# DESCRIPTION OF THE TASK
Leaving out each picture, transcribe the lines of the listing below exactly from the first through the line that contains "Transcribe the names".

Start of RECORDS SHOWN

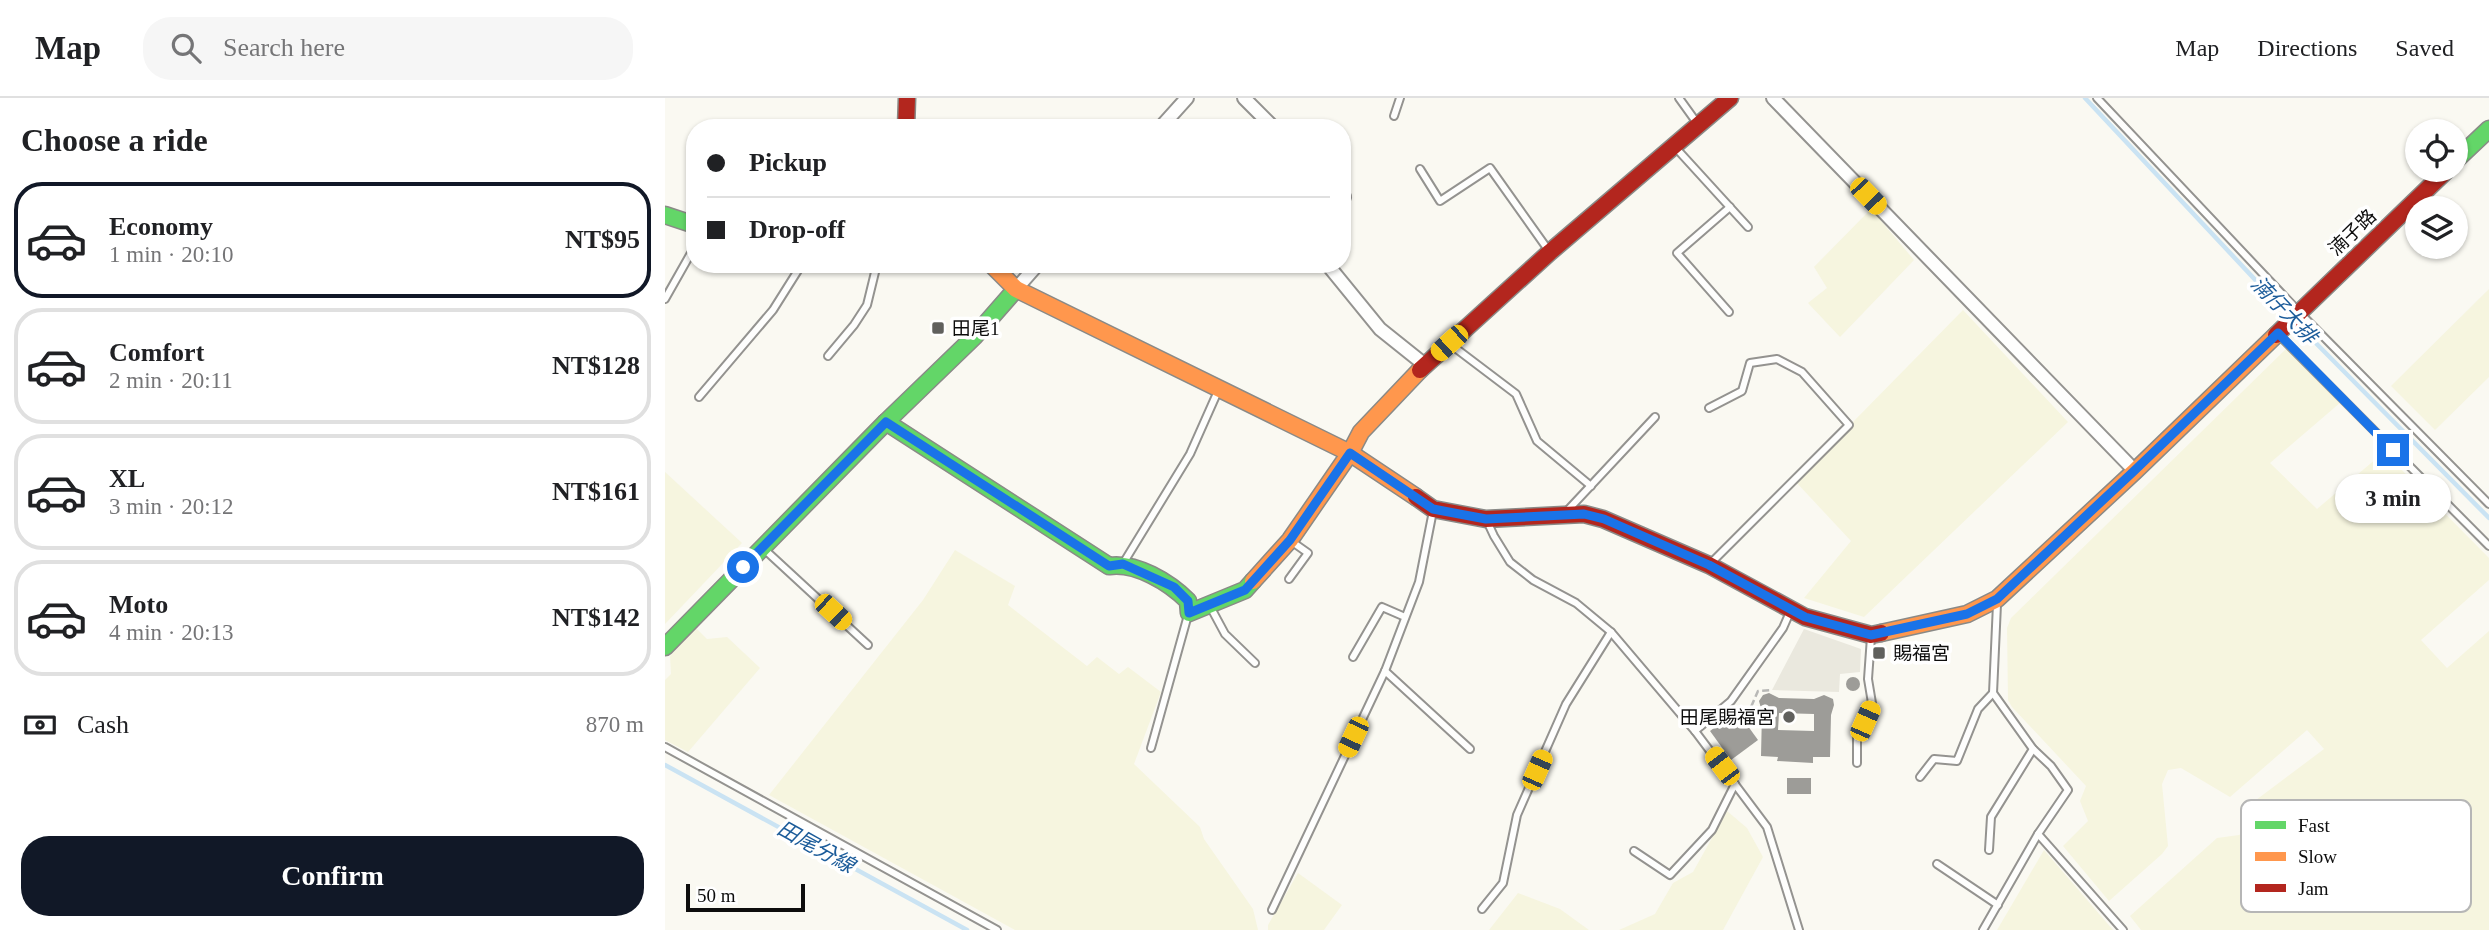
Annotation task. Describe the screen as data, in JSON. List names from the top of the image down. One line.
{"streets":{"street":["湳子路"]},"water":["湳仔大排","田尾分線"],"places":{"transit":["田尾1","賜福宮"],"other":["田尾賜福宮"]},"legend":["Fast","Slow","Jam"],"scale_bar":"50 m","page":{"header":"Map","search":"Search here","nav":["Map","Directions","Saved"],"heading":"Choose a ride","banner":["Pickup","Drop-off"],"list":[{"name":"Economy","note":"1 min · 20:10","value":"NT$95"},{"name":"Comfort","note":"2 min · 20:11","value":"NT$128"},{"name":"XL","note":"3 min · 20:12","value":"NT$161"},{"name":"Moto","note":"4 min · 20:13","value":"NT$142"}],"bubble":"3 min","pay":["Cash","870 m"],"buttons":"Confirm","scale":"50 m"}}
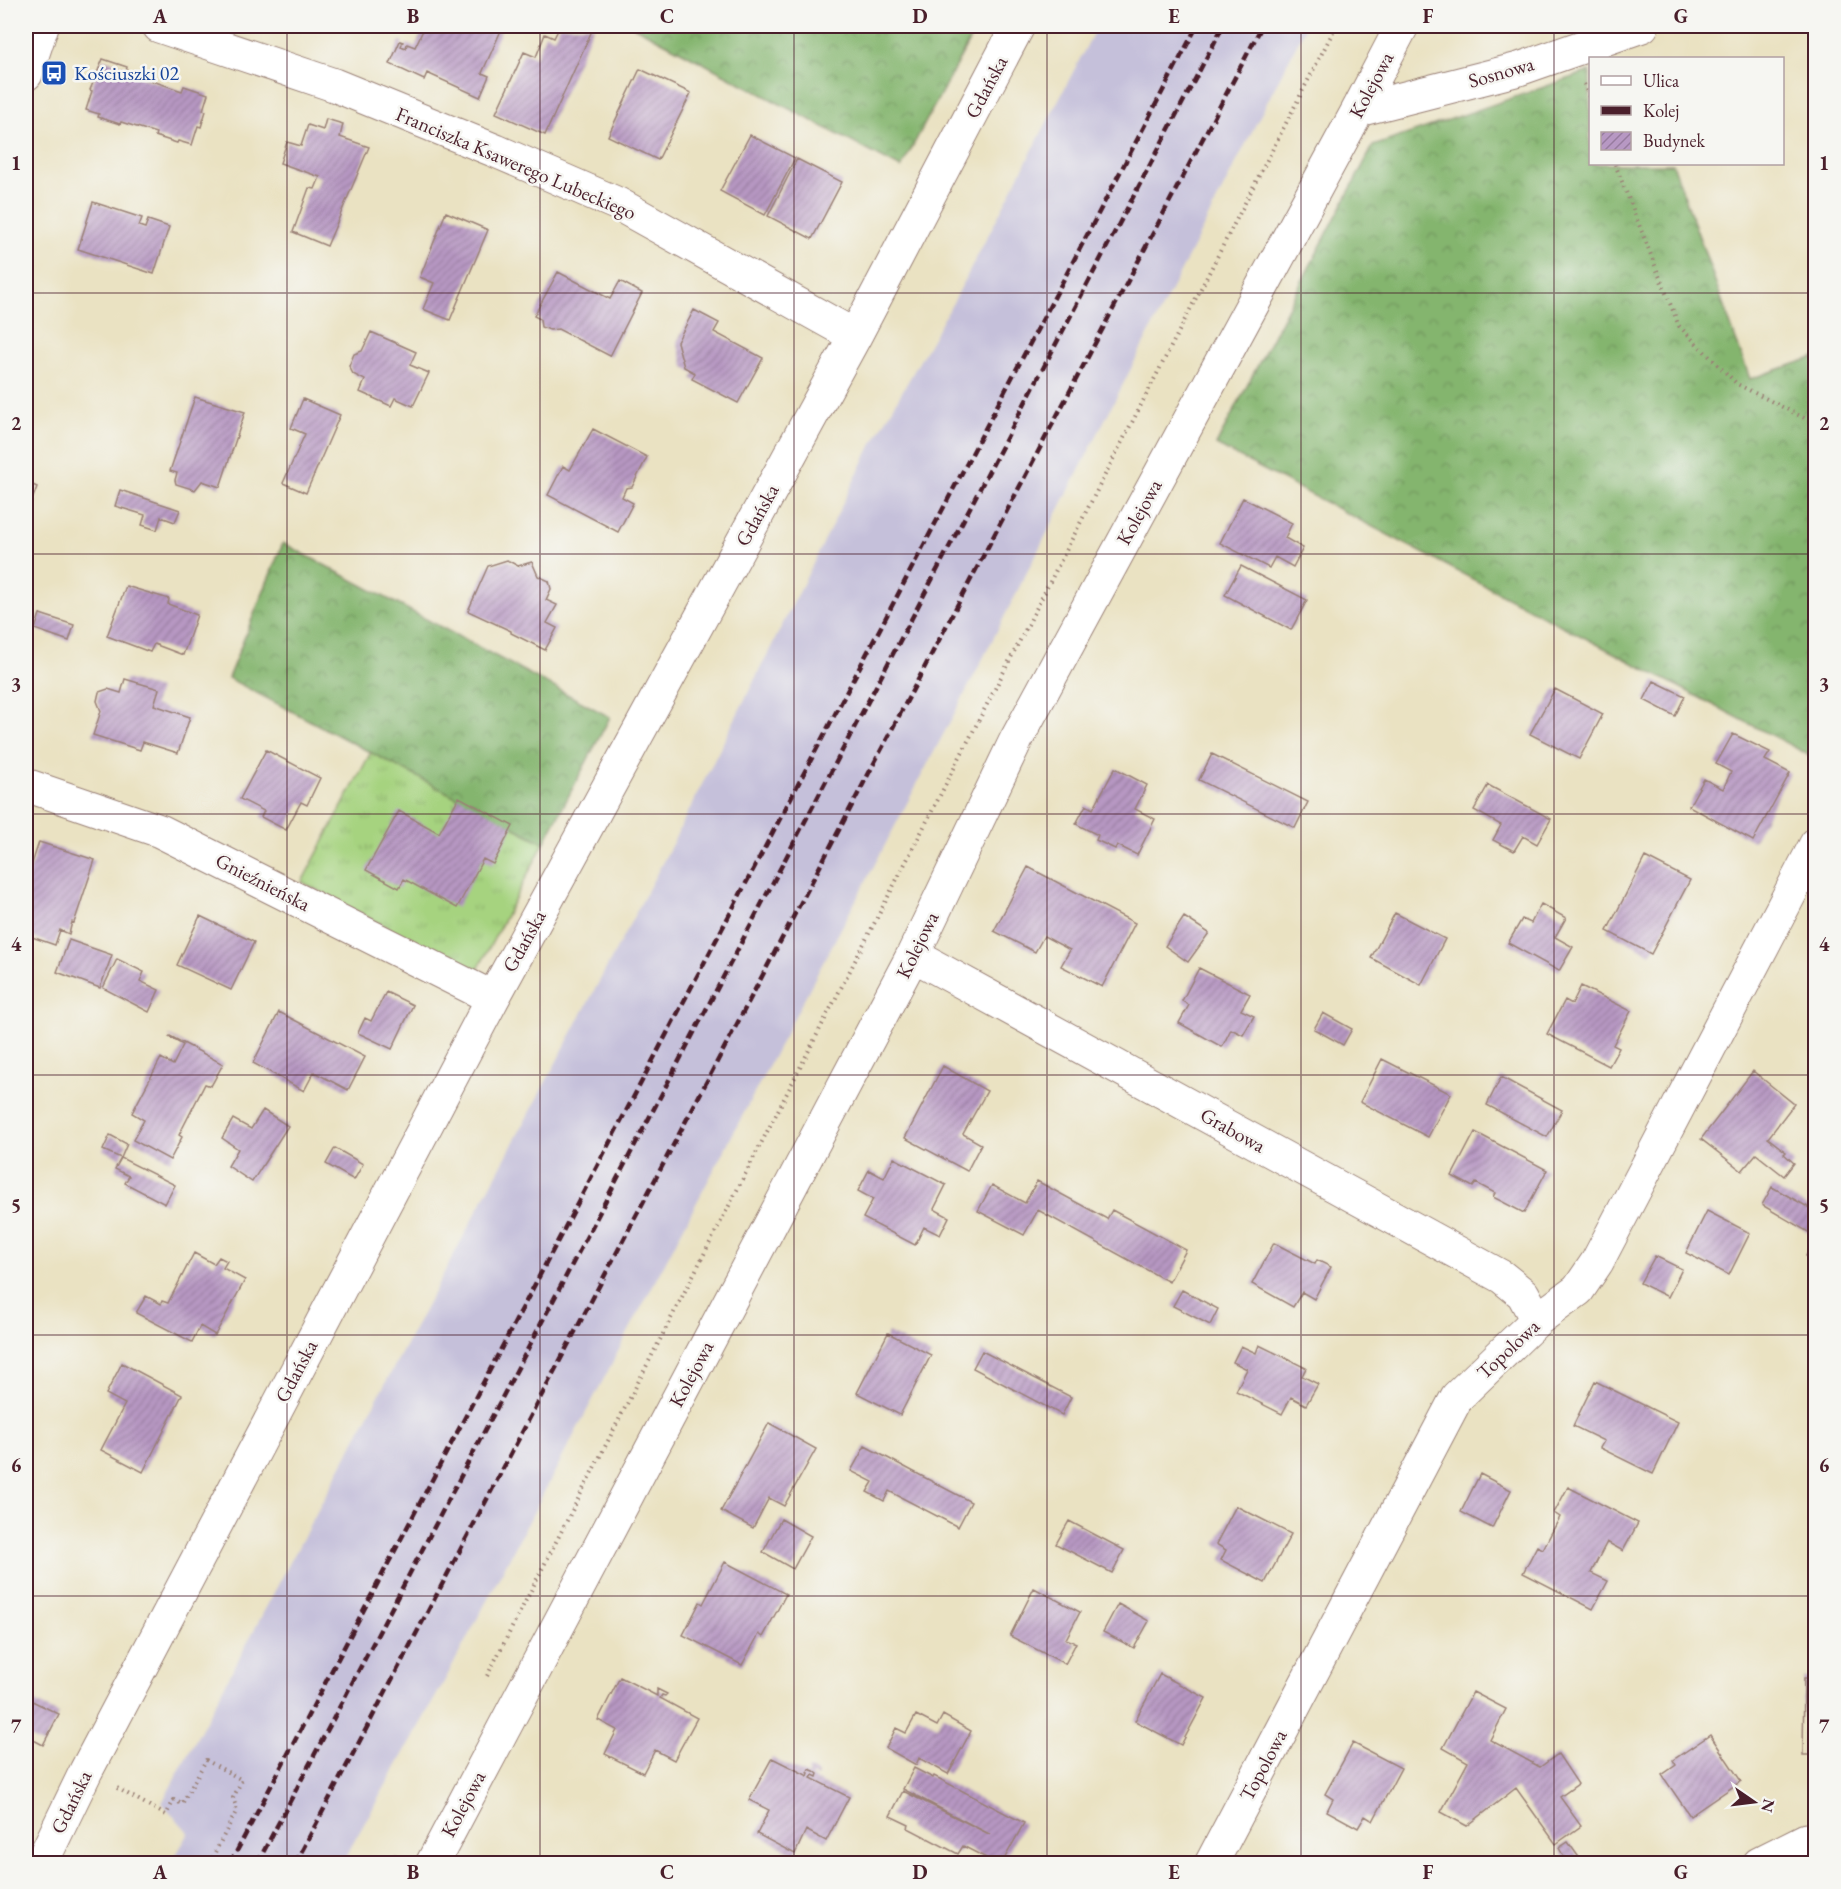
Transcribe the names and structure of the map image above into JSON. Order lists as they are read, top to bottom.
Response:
{
  "streets": {
    "street": [
      "Sosnowa",
      "Kolejowa",
      "Gdańska",
      "Franciszka Ksawerego Lubeckiego",
      "Gnieźnieńska",
      "Grabowa",
      "Topolowa"
    ]
  },
  "crossings": [
    ["Sosnowa", "Kolejowa"],
    ["Kolejowa", "Grabowa"],
    ["Gdańska", "Franciszka Ksawerego Lubeckiego"],
    ["Gdańska", "Gnieźnieńska"],
    ["Grabowa", "Topolowa"]
  ],
  "places": {
    "bus stop": ["Kościuszki 02"]
  },
  "legend": ["Ulica", "Kolej", "Budynek"],
  "north": "right",
  "grid": {
    "columns": [
      "A",
      "B",
      "C",
      "D",
      "E",
      "F",
      "G"
    ],
    "rows": [
      "1",
      "2",
      "3",
      "4",
      "5",
      "6",
      "7"
    ]
  }
}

End of RECORDS SHOWN

# REPLY
Annotation task. Describe the screen as data, in JSON. List names from the top of the image down. One line.
{"streets":{"street":["湳子路"]},"water":["湳仔大排","田尾分線"],"places":{"transit":["田尾1","賜福宮"],"other":["田尾賜福宮"]},"legend":["Fast","Slow","Jam"],"scale_bar":"50 m","page":{"header":"Map","search":"Search here","nav":["Map","Directions","Saved"],"heading":"Choose a ride","banner":["Pickup","Drop-off"],"list":[{"name":"Economy","note":"1 min · 20:10","value":"NT$95"},{"name":"Comfort","note":"2 min · 20:11","value":"NT$128"},{"name":"XL","note":"3 min · 20:12","value":"NT$161"},{"name":"Moto","note":"4 min · 20:13","value":"NT$142"}],"bubble":"3 min","pay":["Cash","870 m"],"buttons":"Confirm","scale":"50 m"}}
Transcribe the names and structure of the map image above into JSON. Order lists as they are read, top to bottom.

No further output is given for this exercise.